[Collected data]
--------------------------------

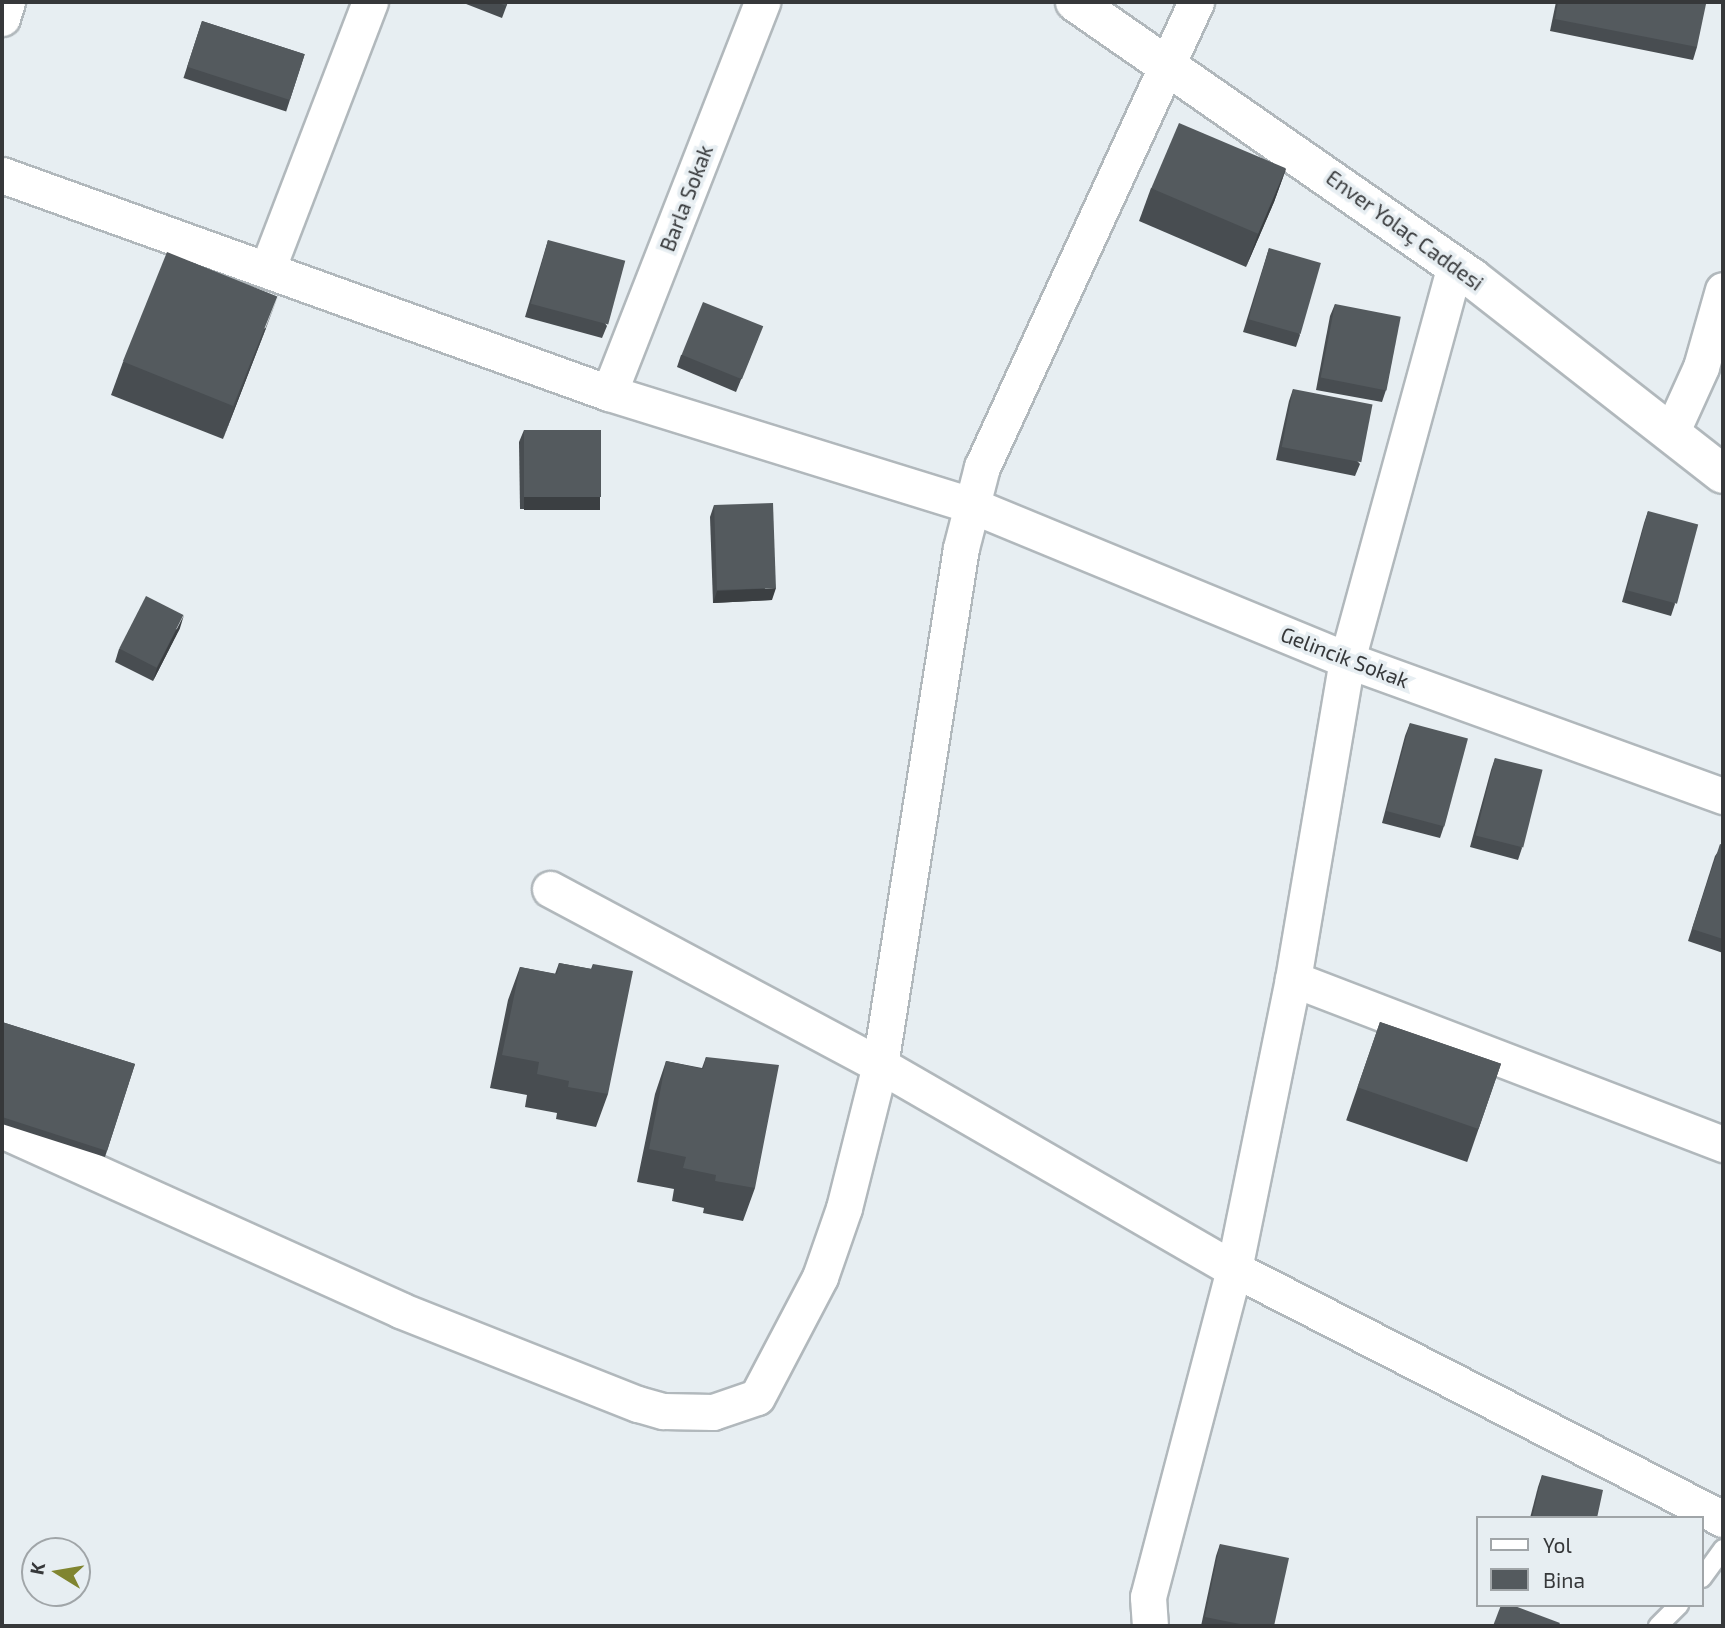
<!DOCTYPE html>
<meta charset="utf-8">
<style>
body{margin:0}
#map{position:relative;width:1725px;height:1628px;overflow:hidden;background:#e7eef2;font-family:"Exo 2",sans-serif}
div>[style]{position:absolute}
.roads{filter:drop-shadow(2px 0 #b1b8bc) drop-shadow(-2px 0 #b1b8bc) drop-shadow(0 2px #b1b8bc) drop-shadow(0 -2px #b1b8bc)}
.lane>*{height:18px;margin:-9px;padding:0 9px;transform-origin:9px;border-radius:9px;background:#fff}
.street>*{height:35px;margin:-17.5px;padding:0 17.5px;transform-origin:17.5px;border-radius:17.5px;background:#fff}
.secondary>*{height:38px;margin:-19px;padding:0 19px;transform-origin:19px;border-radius:19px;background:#fff}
.wall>*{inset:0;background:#484d51;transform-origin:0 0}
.shaded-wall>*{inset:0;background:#3b3f42;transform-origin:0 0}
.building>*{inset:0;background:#545a5e;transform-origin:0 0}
span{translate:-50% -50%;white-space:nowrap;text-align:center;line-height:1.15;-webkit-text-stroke:7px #e7eef2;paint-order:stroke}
.street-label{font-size:21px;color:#36383a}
.frame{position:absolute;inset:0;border:4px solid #36383a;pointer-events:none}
.legend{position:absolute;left:1476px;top:1516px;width:228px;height:91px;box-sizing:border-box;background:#e7eef2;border:2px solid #a0a5a8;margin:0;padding:9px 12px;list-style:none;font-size:21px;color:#36383a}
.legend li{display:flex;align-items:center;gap:14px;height:35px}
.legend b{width:35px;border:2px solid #a0a5a8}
.north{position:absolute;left:21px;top:1537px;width:70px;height:70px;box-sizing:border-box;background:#e7eef2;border:2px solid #a0a5a8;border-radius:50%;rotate:281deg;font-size:19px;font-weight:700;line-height:28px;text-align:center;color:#36383a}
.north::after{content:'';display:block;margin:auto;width:24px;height:32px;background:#808530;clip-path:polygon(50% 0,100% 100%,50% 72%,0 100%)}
</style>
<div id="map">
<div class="roads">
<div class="lane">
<div style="left:1702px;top:1578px;width:36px;rotate:-54deg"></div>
<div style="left:1658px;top:1626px;width:30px;rotate:-45deg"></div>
</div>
<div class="street">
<div style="left:2px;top:18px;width:17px;rotate:-73deg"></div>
<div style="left:2px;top:175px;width:645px;rotate:19.76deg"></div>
<div style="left:609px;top:393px;width:379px;rotate:17.2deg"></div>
<div style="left:971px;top:505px;width:407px;rotate:22.4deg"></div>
<div style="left:1347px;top:660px;width:400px;rotate:19.9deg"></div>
<div style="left:267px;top:270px;width:287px;rotate:-69deg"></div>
<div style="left:609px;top:393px;width:420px;rotate:-68.6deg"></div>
<div style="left:1672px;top:431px;width:70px;rotate:-65.6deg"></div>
<div style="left:1701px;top:367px;width:80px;rotate:-74.1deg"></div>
<div style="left:550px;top:889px;width:374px;rotate:28.1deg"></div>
<div style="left:880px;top:1065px;width:409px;rotate:30deg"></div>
<div style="left:1234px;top:1269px;width:549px;rotate:27.08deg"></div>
<div style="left:1293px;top:979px;width:461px;rotate:21deg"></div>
<div style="left:2px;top:1130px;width:437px;rotate:24.3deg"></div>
<div style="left:400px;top:1310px;width:256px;rotate:21.6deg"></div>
<div style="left:638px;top:1404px;width:26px;rotate:16deg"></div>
<div style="left:663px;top:1411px;width:50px;rotate:1.1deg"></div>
<div style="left:713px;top:1412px;width:46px;rotate:-18.8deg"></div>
<div style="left:757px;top:1397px;width:136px;rotate:-62.3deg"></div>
<div style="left:820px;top:1277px;width:73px;rotate:-70.8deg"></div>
<div style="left:844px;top:1208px;width:147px;rotate:-75.9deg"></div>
<div style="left:880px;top:1065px;width:523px;rotate:-81.1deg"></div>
<div style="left:961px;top:548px;width:84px;rotate:-75.5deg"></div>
<div style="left:982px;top:467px;width:512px;rotate:-65.29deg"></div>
<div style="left:1150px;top:1626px;width:29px;rotate:-94deg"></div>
<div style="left:1148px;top:1597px;width:339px;rotate:-75.3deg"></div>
<div style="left:1234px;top:1269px;width:296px;rotate:-78.5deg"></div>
<div style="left:1293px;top:979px;width:324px;rotate:-80.4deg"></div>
<div style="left:1347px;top:660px;width:409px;rotate:-74.7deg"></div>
</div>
<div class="secondary">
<div style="left:1075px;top:2px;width:484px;rotate:34.8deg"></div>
<div style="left:1472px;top:278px;width:318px;rotate:38deg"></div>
</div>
</div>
<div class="wall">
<div style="clip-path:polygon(461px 2px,508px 2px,502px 18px)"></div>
<div style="clip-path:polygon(1556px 2px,1695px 2px,1697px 47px,1693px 60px,1550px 31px)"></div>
<div style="left:202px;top:21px;width:108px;height:60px;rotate:18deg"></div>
<div style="clip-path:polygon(1286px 169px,1274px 202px,1246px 267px,1139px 221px,1151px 188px)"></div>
<div style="clip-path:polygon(548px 240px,607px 326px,602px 338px,525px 317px)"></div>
<div style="clip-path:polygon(1269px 248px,1300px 335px,1296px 347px,1243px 332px)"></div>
<div style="clip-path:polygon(1335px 304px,1386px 390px,1382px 402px,1316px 390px,1330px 316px)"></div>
<div style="clip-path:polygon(266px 328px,223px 439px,111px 395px,123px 362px)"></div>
<div style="clip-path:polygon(758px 338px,736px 392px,677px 367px,681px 355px)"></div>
<div style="clip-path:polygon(1293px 389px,1360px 464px,1355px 476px,1276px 460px,1289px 401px)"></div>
<div style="clip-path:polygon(524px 430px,600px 497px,596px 509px,520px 509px,519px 442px)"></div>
<div style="clip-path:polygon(714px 505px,772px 600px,713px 603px,710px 517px)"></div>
<div style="clip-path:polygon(1648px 511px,1675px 604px,1671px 616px,1622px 602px,1644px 523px)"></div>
<div style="clip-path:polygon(180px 628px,153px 681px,115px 662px,119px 649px)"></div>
<div style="clip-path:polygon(1410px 723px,1444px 826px,1440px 838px,1382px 823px,1405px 736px)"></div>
<div style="clip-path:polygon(1495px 758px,1522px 848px,1518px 860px,1470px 847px,1491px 770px)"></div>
<div style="clip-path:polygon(1723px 845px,1723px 953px,1688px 941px,1715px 856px)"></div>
<div style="clip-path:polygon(559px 963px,591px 969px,593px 964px,608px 1094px,596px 1127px,556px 1119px,557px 1113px,525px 1107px,527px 1095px,490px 1088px,508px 1000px,520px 967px,555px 974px)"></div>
<div style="clip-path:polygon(2px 1022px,135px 1064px,105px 1157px,2px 1124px)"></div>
<div style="left:1380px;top:1022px;width:128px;height:104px;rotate:19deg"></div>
<div style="clip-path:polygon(706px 1057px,755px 1188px,743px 1221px,703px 1213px,704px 1208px,672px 1201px,674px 1189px,637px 1182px,655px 1094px,666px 1061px,702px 1068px)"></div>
<div style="clip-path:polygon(1542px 1475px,1597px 1518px,1530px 1518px,1538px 1487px)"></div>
<div style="clip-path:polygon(1220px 1544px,1274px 1626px,1201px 1626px,1216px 1556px)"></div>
</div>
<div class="shaded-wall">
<div style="clip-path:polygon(1286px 169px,1274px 202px,1246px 267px,1258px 234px)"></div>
<div style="clip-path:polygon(278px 296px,266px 328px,223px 439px,235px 406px)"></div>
<div style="left:524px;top:497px;width:76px;height:13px"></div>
<div style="clip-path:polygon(776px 588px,772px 600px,713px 603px,717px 591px)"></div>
<div style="clip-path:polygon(184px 615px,180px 628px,153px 681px,157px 668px)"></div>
</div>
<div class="building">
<div style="clip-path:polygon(496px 2px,508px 2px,506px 6px)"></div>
<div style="clip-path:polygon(1558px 2px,1695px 2px,1706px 4px,1697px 47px,1555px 19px)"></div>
<div style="left:202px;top:21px;width:108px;height:48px;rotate:18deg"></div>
<div style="left:1179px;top:123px;width:116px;height:71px;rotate:23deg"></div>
<div style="left:548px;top:240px;width:80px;height:66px;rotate:15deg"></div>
<div style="left:1269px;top:248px;width:54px;height:74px;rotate:16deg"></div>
<div style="left:167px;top:252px;width:119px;height:118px;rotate:22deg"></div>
<div style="left:703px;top:302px;width:65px;height:57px;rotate:22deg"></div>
<div style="left:1335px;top:304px;width:67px;height:75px;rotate:11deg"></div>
<div style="left:1293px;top:389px;width:81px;height:59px;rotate:11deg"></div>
<div style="left:524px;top:430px;width:77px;height:67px"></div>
<div style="left:773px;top:503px;width:85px;height:59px;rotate:88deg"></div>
<div style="left:1648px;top:511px;width:52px;height:82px;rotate:15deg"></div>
<div style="left:146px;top:596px;width:42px;height:59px;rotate:27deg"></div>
<div style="left:1410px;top:723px;width:60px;height:91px;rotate:15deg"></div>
<div style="left:1495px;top:758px;width:49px;height:80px;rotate:14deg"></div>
<div style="clip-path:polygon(1720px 844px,1723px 845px,1723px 939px,1692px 929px)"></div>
<div style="clip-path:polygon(559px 963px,592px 969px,593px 964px,633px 971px,608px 1094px,568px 1087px,569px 1081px,537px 1074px,539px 1062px,502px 1055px,520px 967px,557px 974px)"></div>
<div style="clip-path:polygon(2px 1022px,135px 1064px,107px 1151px,2px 1117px)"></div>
<div style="left:1380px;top:1022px;width:128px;height:69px;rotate:19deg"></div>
<div style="clip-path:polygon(706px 1057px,779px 1065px,755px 1188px,715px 1181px,716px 1175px,683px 1168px,686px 1157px,649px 1149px,666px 1061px,703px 1069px)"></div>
<div style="clip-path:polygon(1542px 1475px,1603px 1490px,1597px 1518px,1532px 1518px)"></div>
<div style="clip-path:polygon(1220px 1544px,1289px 1558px,1274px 1626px,1250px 1626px,1205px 1617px)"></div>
<div style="clip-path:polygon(1501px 1605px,1512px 1605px,1560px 1623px,1558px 1626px,1493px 1626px)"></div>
</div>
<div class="street-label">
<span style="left:686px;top:198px;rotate:-69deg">Barla Sokak</span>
<span style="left:1405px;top:230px;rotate:36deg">Enver Yolaç Caddesi</span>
<span style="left:1345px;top:657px;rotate:21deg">Gelincik Sokak</span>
</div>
<div class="frame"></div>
<ul class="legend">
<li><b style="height:9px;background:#fff"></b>Yol</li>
<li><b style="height:19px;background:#545a5e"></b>Bina</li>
</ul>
<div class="north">K</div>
</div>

--------------------------------

Requirement: From the data above, copy out every line with the string "lane" in it.

Solution to the problem:
.lane>*{height:18px;margin:-9px;padding:0 9px;transform-origin:9px;border-radius:9px;background:#fff}
<div class="lane">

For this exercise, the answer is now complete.